An economist who played an important role in the shaping of modern Alaska has passed away. Dr. ArlonTussing began his work in Alaska at the University of Alaska Fairbanks Department of Economics in 1965, then worked for the Institute of Social and Economic Research and advised the director of the U.S. Geological Survey.

According to a biography of Tussing in the state's 2013 Revenue Sources Book, Tussing was an economist for the U.S. Senate Committee on Interior and Insular Affairs in the early 1970s, when it was chaired by Sen. Scoop Jackson of Washington.

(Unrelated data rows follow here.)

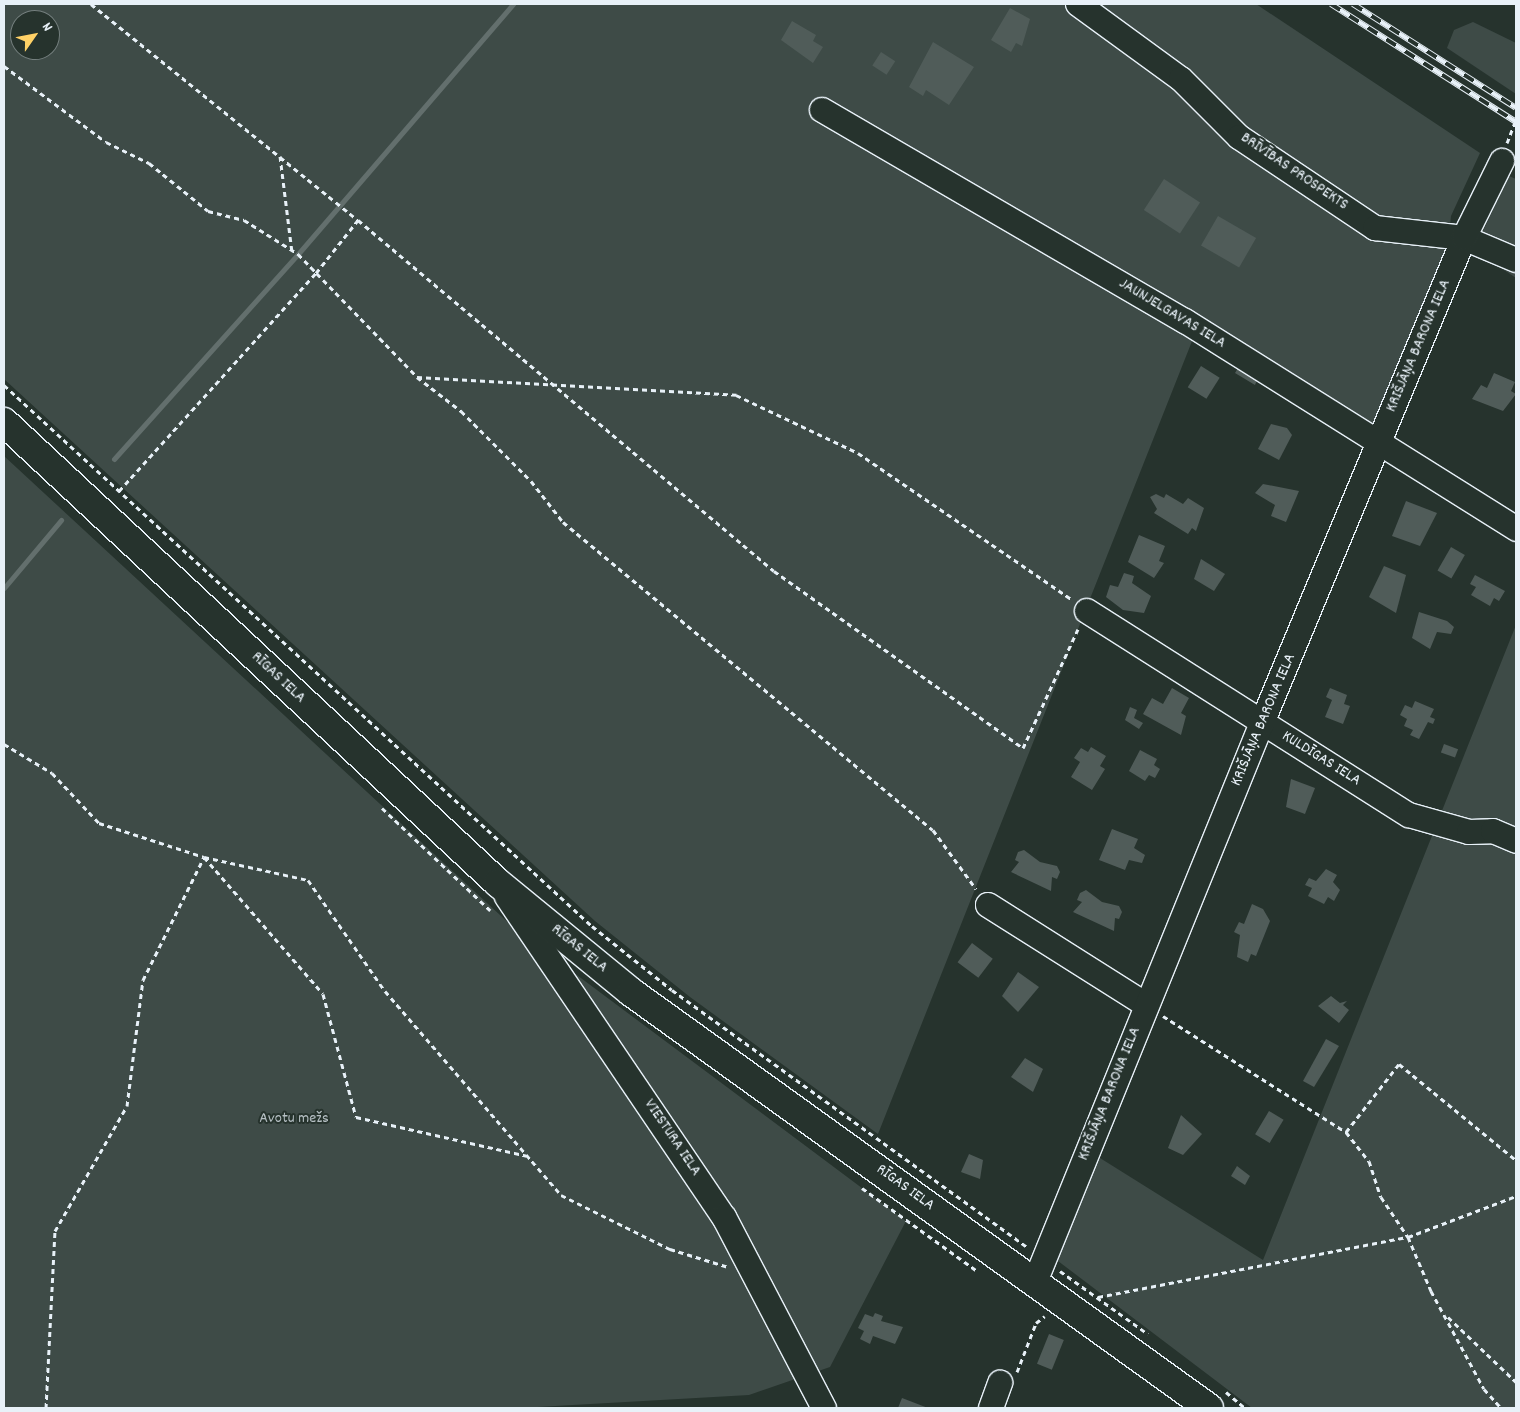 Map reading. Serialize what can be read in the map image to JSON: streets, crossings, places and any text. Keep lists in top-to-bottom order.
{
  "streets": {
    "main road": ["RĪGAS IELA"],
    "street": [
      "BRĪVĪBAS PROSPEKTS",
      "JAUNJELGAVAS IELA",
      "KRIŠJĀŅA BARONA IELA",
      "KULDĪGAS IELA",
      "VIESTURA IELA"
    ]
  },
  "crossings": [
    ["BRĪVĪBAS PROSPEKTS", "KRIŠJĀŅA BARONA IELA"],
    ["JAUNJELGAVAS IELA", "KRIŠJĀŅA BARONA IELA"],
    ["KRIŠJĀŅA BARONA IELA", "RĪGAS IELA"],
    ["KRIŠJĀŅA BARONA IELA", "KULDĪGAS IELA"],
    ["RĪGAS IELA", "VIESTURA IELA"]
  ],
  "parks": ["Avotu mežs"],
  "north": "top right"
}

There, economist John Tachotsky said Tussing had a hand in major legislation affecting Alaska's vast land base - including the Alaska Native Claims Settlement Act, which transferred title to 44 million acres of land to for-profit Native corporations, and the Alaska National Interest Lands Conservation Act, or ANILCA, which created more than 100 million acres of national parks and refuges:

“He was part of a group known in Alaska as Scoop's troops and they were involved in ANCSA legislation, and ANILCA, the original precursors to ANILCA legislation,” said Tachotsky. “So he was the economist who participated in the Federal Field Commission, which helped evaluate all the federal land.”

Tussing also worked on legislation authorizing the creation of the TransAlaska Pipeline, and helped evaluate damages after the Exxon-Valdez oil spill in 1989.

He later became a consultant to the energy industry, where Tachotsky said, Tussing played an influential role in the restructuring of U.S. natural gas development and marketing.

[In the] Mid 70s, people thought there was no gas, the world was running out of natural gas,” said Tachotsky. “And he, basically through the process of deregulation, and by removing price controls, industry had the incentive to look for gas, and, of course, there was plenty of as to find.”

Tachotsky said Tussing spoke and read Japanese, traveled in Asia extensively, and in his mid-50s met and talked with Native hunters in the Russian far north, when temperatures were 50 below:

"He had his fingers in everything and it was because he has, had this insatiable curiosity. He was really a genius,” said Tachotsky. “He really taught me that a true genius are people who can sees patterns that other people can't see, that look unrelated but actually exist.”

Tussing is the author, co-author, or editor of more than 300 books and publications on topics ranging from energy and public utilities to marine fisheries.

ArlonTussing was 82 years old, retired and living in California. He died Friday evening [Jan. 15].

Note: revised Jan. 19 to add the photo.